The Stanton Number might also help with situations in which materials must be heated or cooled very precisely (telescope refractor mirrors come to mind; as do silicone wafers for microchip production). How best should heating elements be placed to ensure even heating? How should air currents be directed to best control cooling? How does a change in humidity or air composition affect outcomes? These are questions the Stanton Number could help answer (although exact numerical modelling is probably required, especially for those first two).

#### Problem 4, Rubber Band Simulation (Homework 8)
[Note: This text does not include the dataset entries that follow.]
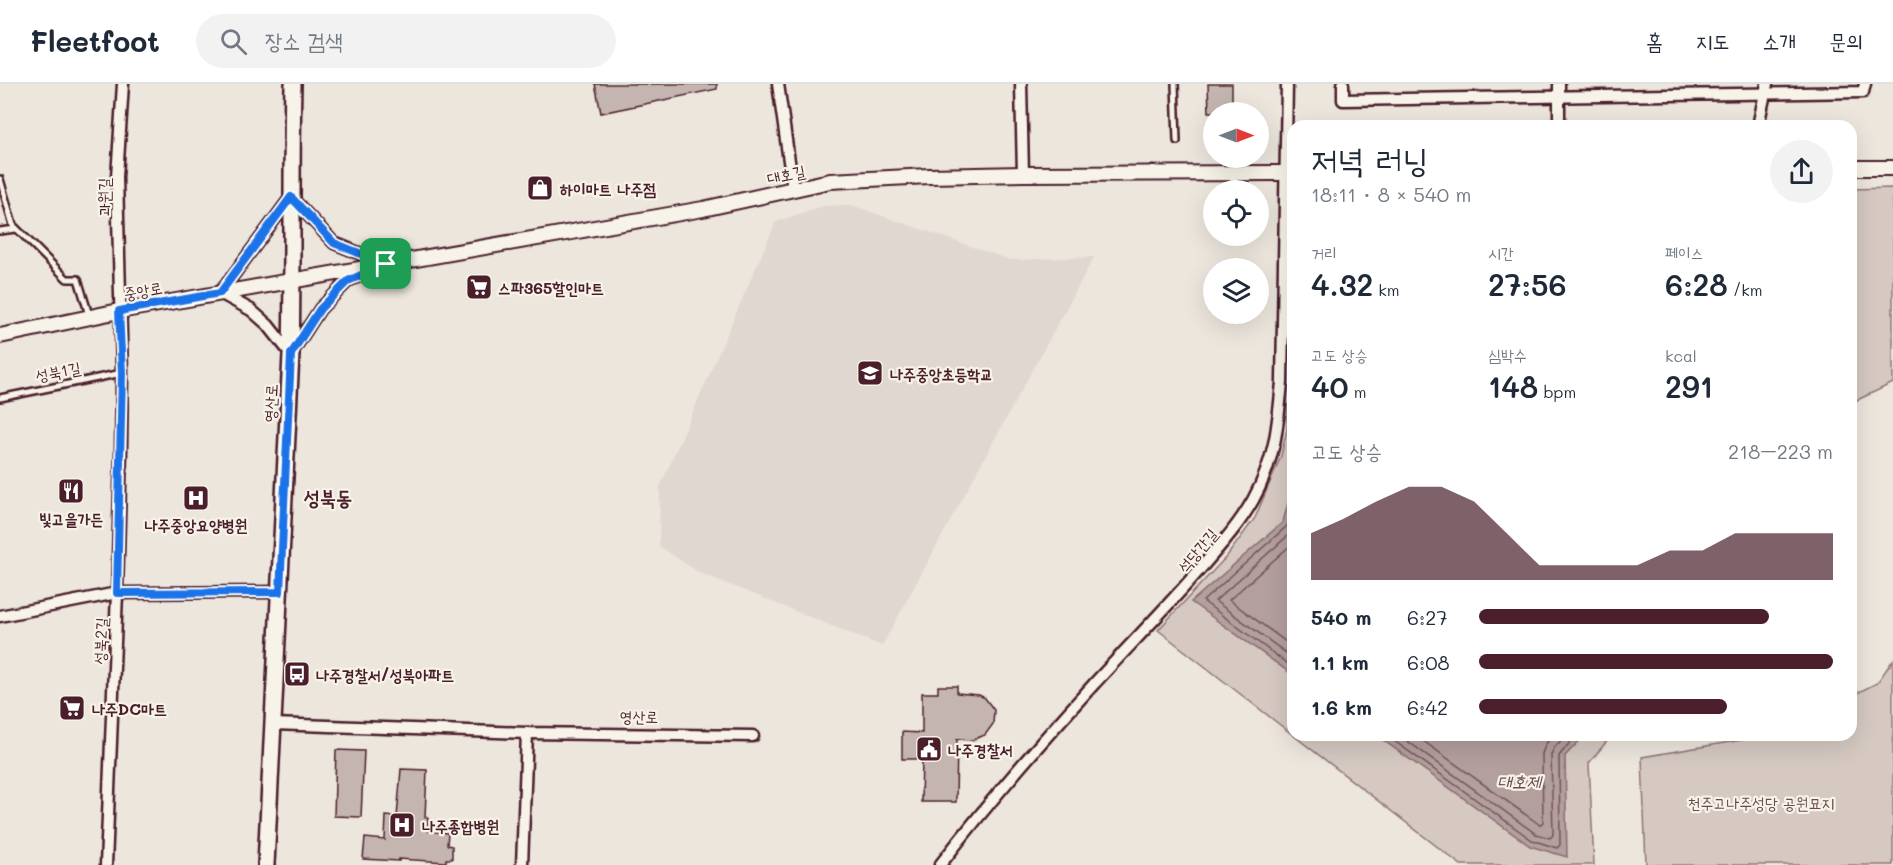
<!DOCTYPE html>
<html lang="ko">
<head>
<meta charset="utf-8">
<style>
  :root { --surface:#fff; --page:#f2f2f3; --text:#1f2937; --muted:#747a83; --line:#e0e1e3; --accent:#4a1f2b }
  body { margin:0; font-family:Mali,"Poor Story",sans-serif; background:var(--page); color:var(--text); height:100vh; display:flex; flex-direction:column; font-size:22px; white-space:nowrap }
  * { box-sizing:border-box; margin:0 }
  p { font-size:20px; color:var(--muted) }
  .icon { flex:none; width:33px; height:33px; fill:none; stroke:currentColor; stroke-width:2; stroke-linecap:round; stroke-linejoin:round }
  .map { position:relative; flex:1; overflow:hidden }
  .panel { position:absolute; left:1287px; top:36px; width:570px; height:621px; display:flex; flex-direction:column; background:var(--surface); border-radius:18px; box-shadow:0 6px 24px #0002 }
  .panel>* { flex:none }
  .needle { width:39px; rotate:90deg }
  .controls { position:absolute; left:1203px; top:18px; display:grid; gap:12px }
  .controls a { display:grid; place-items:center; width:66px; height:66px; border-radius:50%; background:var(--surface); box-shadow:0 6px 24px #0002; font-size:30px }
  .pin { position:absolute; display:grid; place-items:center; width:51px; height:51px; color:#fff; margin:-26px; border-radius:12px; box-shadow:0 3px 9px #0006 }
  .round { display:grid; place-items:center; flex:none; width:63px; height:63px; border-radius:32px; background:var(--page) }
  .overview { display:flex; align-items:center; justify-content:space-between; height:102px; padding:0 24px }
  h1 { font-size:33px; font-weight:600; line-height:45px }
  .metrics { display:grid; grid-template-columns:repeat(3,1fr); gap:9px; height:102px; padding:6px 24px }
  .metrics div { display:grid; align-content:center }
  .metrics b { font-size:30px; font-weight:600 }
  .metrics small { font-size:16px; font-weight:400 }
  .metrics p { font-size:16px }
  .chart { height:168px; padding:12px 24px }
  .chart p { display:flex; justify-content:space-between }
  .chart svg { width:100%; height:108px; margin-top:6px; fill:var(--accent); opacity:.7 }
  ul { padding:0 24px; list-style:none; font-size:20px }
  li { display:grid; grid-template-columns:96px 72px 1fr; align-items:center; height:45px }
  li i { height:15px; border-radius:8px; background:var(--accent) }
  header { display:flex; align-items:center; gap:36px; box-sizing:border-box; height:84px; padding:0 30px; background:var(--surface); border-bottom:2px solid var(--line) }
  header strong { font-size:28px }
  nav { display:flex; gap:33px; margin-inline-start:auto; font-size:21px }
  .search { width:420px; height:54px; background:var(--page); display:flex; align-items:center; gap:15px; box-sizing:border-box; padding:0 21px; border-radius:33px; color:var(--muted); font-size:22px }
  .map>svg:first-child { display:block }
  .built { fill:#e0d7d0 }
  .green { fill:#d5c9c2; stroke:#907476; stroke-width:1.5 }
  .water { fill:#b39f9d; stroke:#896c6f; stroke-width:1.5 }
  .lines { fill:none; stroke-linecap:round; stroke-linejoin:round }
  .shore { stroke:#745259; stroke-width:1.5 }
  .building { fill:#c4b5b0; stroke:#4a1f2b; stroke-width:1.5 }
  .service-casing { stroke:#4a1f2b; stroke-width:10 }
  .minor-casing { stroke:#4a1f2b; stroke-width:15 }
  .tertiary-casing { stroke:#4a1f2b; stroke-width:18 }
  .secondary-casing { stroke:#4a1f2b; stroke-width:20 }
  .service { stroke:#f7f3e8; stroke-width:5 }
  .minor { stroke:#f7f3e8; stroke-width:10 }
  .tertiary { stroke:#f7f3e8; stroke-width:14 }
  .secondary { stroke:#f7f3e8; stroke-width:15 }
  .route-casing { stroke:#fff; stroke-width:12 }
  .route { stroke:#1a73e8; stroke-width:8 }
  .labels { text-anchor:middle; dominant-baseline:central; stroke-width:4.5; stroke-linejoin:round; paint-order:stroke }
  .street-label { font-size:16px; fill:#4a1f2b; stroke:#f7f3e8 }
  .poi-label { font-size:16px; font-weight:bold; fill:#4a1f2b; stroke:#f7f3e8; text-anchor:start }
  .park-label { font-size:16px; fill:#6d4a51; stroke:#f7f3e8 }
  .water-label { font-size:18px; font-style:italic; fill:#6f4c53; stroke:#f7f3e8 }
  .quarter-label { font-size:20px; font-weight:bold; fill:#4a1f2b; stroke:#f7f3e8 }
</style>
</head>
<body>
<header>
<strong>Fleetfoot</strong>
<div class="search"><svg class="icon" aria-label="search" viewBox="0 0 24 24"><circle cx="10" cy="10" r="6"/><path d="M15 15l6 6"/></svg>장소 검색</div>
<nav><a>홈</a><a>지도</a><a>소개</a><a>문의</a></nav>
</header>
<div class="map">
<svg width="1893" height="781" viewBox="0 0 1893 781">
  <rect width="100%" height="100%" fill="#ece6dd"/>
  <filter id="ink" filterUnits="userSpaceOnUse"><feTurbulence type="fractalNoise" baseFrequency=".0167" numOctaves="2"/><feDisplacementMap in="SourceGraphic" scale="12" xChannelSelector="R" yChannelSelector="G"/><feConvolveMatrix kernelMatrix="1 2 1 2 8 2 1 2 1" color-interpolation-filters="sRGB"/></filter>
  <g filter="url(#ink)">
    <path class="built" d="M851,121L1010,176L1094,173L882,562L698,488L659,462L660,403L776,138L823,122Z"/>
    <g class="green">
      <path d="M1893,104V299L1851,319V105Z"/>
      <path d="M1289,115H1293V651L1158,546L1227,472L1255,434L1281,372L1287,345Z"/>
      <path d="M1893,576V781H1646L1642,673L1771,651H1851V612L1877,599Z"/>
      <path d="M1293,651H1612L1589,679L1594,781H1461Z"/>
    </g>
    <g class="water">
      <path d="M1293,400V591L1191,518L1283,438Z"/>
      <path d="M1376,651H1585L1565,672L1567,773L1530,762Z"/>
    </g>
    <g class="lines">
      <g class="shore">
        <path d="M1293,424L1287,442L1203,517L1293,584"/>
        <path d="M1293,447L1215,517L1293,574"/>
        <path d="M1293,459L1229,516L1293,563"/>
        <path d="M1386,651L1532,756L1557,764L1560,761L1559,672L1576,651"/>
        <path d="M1399,651L1536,750L1550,754L1553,751L1551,671L1554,664L1566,651"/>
        <path d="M1415,651L1540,741L1543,738L1542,670L1545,661L1553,651"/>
      </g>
    </g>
    <g class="building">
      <path d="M595,0H717V5L601,29Z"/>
      <path d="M1208,0H1232V28H1209Z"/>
      <path d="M938,602H957V609L979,611L985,614L994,626L993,640L985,651L972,656L957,655L956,718H921L922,675H902V648L922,649V609H938Z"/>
      <path d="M336,666L364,667L361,733L334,732Z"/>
      <path d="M401,685L427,686L425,733L428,734V747L448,749L447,761L452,762V775H446V778L399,775V777L363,775L365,754L385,756L386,732L397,733Z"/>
    </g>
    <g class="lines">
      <defs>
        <g id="service">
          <path d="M1175,0L1177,57"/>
          <path d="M0,95L13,141L67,195H78L89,231"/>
          <path d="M0,147L16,145"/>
          <path d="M0,314L122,289"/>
        </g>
        <g id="minor">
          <path d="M778,0L793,105"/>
          <path d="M1021,0L1023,90"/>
          <path d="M1343,0V16L1863,8L1865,0"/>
          <path d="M1559,0V42"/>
          <path d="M1758,42L1767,0"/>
          <path d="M291,113L334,159L386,180L348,197L320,225L291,270L268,241L251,226L220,209Z"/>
          <path d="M0,532L117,509L280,508"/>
          <path d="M273,640L527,649L753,652"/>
          <path d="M106,781L117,509L121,368L122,289L117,93L123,0"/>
          <path d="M522,781L527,649"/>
          <path d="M940,781C988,719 1040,659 1093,601C1129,562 1166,524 1201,484C1219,463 1239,441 1253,416C1275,376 1278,342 1282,298L1287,0"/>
        </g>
        <g id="tertiary">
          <path d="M1851,84H1893"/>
          <path d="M0,252L119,227L703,125L830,97L929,92L1023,90L1293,89"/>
        </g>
        <path id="secondary" d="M266,781L291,270C293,180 291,90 293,0"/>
      </defs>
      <use href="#service" class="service-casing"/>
      <use href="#minor" class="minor-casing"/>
      <use href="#tertiary" class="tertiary-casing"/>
      <use href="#secondary" class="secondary-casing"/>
      <use href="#service" class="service"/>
      <use href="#minor" class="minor"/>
      <use href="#tertiary" class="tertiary"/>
      <use href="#secondary" class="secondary"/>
    </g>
  </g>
  <g class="lines" filter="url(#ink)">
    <defs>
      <path id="route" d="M291,113L334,159L386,180L348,197L320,225L291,270L280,508L117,509L122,289L119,227L220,209Z"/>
    </defs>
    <use href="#route" class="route-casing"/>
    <use href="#route" class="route"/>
  </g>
  <defs>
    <symbol id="shop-square" viewBox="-11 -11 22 22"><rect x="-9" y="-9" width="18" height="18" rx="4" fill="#4a1f2b" stroke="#f7f3e8"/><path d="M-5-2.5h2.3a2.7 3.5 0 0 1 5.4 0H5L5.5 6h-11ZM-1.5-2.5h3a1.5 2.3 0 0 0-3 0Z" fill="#fff"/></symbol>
    <symbol id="supermarket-square" viewBox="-11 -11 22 22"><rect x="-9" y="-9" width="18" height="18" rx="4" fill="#4a1f2b" stroke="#f7f3e8"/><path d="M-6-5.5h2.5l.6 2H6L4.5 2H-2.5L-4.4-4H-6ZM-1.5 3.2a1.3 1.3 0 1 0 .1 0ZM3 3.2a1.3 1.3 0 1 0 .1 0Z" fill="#fff"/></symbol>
    <symbol id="school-square" viewBox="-11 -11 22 22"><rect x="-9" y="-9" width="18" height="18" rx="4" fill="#4a1f2b" stroke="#f7f3e8"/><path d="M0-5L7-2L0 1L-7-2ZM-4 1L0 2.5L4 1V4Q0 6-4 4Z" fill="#fff"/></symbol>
    <symbol id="restaurant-square" viewBox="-11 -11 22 22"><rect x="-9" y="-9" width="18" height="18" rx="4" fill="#4a1f2b" stroke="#f7f3e8"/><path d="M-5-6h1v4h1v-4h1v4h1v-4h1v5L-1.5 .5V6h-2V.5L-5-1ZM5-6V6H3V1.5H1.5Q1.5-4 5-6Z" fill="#fff"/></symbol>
    <symbol id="hospital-square" viewBox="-11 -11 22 22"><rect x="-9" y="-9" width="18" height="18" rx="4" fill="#4a1f2b" stroke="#f7f3e8"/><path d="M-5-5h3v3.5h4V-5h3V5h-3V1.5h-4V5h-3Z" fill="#fff"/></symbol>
    <symbol id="bus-square" viewBox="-11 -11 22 22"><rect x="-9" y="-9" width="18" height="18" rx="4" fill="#4a1f2b" stroke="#f7f3e8"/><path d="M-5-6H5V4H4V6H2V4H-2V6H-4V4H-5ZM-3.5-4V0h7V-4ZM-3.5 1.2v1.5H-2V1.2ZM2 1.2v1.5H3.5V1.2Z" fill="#fff"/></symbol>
    <symbol id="civic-square" viewBox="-11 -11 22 22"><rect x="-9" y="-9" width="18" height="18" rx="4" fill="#4a1f2b" stroke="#f7f3e8"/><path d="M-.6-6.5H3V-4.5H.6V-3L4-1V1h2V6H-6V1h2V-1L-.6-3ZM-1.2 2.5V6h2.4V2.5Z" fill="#fff"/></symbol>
  </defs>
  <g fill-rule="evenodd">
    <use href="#shop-square" x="525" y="89" width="30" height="30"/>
    <use href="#supermarket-square" x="464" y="188" width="30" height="30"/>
    <use href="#school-square" x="855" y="274" width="30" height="30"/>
    <use href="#restaurant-square" x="56" y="392" width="30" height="30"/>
    <use href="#hospital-square" x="181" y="399" width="30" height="30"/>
    <use href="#bus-square" x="282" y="575" width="30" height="30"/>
    <use href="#supermarket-square" x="57" y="609" width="30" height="30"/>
    <use href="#civic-square" x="914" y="650" width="30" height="30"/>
    <use href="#hospital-square" x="387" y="726" width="30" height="30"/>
  </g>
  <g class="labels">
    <g class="street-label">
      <text transform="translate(786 90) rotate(-12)">대호길</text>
      <text transform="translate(103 113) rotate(-90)">과원길</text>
      <text transform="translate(143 206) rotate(-10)">중앙로</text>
      <text transform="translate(58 287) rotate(-11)">성북1길</text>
      <text transform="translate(270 319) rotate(-87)">영산로</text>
      <text transform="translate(1197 466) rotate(-50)">석당간길</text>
      <text transform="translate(100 557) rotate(-87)">성북2길</text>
      <text transform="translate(639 632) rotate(1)">영산로</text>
    </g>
    <g class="poi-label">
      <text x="560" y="104">하이마트 나주점</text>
      <text x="498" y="203">스파365할인마트</text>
      <text x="890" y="289">나주중앙초등학교</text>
      <text x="71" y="434" text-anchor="middle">빛고을가든</text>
      <text x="196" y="440" text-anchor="middle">나주중앙요양병원</text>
      <text x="316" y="590">나주경찰서/성북아파트</text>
      <text x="92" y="624">나주DC마트</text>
      <text x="948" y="665">나주경찰서</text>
      <text x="422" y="741">나주종합병원</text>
    </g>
    <g class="park-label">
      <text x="1761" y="718">천주고나주성당 공원묘지</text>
    </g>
    <g class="water-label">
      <text x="1519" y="697">대호제</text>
    </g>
    <g class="quarter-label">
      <text x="328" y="413">성북동</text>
    </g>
  </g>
</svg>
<div class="controls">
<a><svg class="needle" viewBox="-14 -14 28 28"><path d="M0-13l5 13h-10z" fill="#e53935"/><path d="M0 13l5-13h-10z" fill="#747a83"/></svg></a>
<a><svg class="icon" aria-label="locate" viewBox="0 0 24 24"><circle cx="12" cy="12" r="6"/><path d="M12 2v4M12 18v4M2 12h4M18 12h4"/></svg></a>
<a><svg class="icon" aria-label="layers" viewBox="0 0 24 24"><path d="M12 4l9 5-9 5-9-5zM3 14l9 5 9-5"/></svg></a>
</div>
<div class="pin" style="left:386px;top:180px;background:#1e9e55"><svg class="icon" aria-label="arrive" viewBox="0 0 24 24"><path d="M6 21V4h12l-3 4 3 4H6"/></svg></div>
<section class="panel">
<div class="overview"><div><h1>저녁 러닝</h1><p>18:11 · 8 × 540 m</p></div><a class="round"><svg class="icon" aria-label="share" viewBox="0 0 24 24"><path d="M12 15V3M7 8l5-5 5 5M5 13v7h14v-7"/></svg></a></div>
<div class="metrics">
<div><p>거리</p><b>4.32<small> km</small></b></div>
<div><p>시간</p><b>27:56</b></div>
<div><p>페이스</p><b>6:28<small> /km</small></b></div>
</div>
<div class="metrics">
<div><p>고도 상승</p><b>40<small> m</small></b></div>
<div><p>심박수</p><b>148<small> bpm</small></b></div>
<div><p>kcal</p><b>291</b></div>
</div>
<div class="chart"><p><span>고도 상승</span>218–223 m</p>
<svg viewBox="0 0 160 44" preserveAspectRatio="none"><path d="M0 44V25L10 19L20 12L30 6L40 6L50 12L60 25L70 38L80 38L90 38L100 38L110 32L120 32L130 25L140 25L150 25L160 25V44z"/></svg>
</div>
<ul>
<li><b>540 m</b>6:27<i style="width:82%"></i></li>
<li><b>1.1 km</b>6:08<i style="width:100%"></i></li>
<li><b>1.6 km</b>6:42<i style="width:70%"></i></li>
</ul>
</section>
</div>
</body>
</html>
Here you are asked to run a fluid-structure interaction simulation using the immersed boundary method, and

1. Take a screenshot of the simulation

2. Describe what is happening within the simulation

This is the simulation at t=60:

From what I can gather, this example models a 2 dimensional rubber band in a fluid which is pulled by springs at the Lagrangian points of the system. I am not entirely sure what Lagrangian points are in the context of fluids, but in gravitational systems they are points of stability between two bodies, so perhaps they are still points in the system? In either case, this fluid seems to be under periodic and exponentially decaying forcing which creates waves of pressure; at first these are simple with only four main waves ossilating back and forth from t=0 to around t=40. This doubles to eight main waves after t=40 and twenty-four distinct waves can be seen at t=60.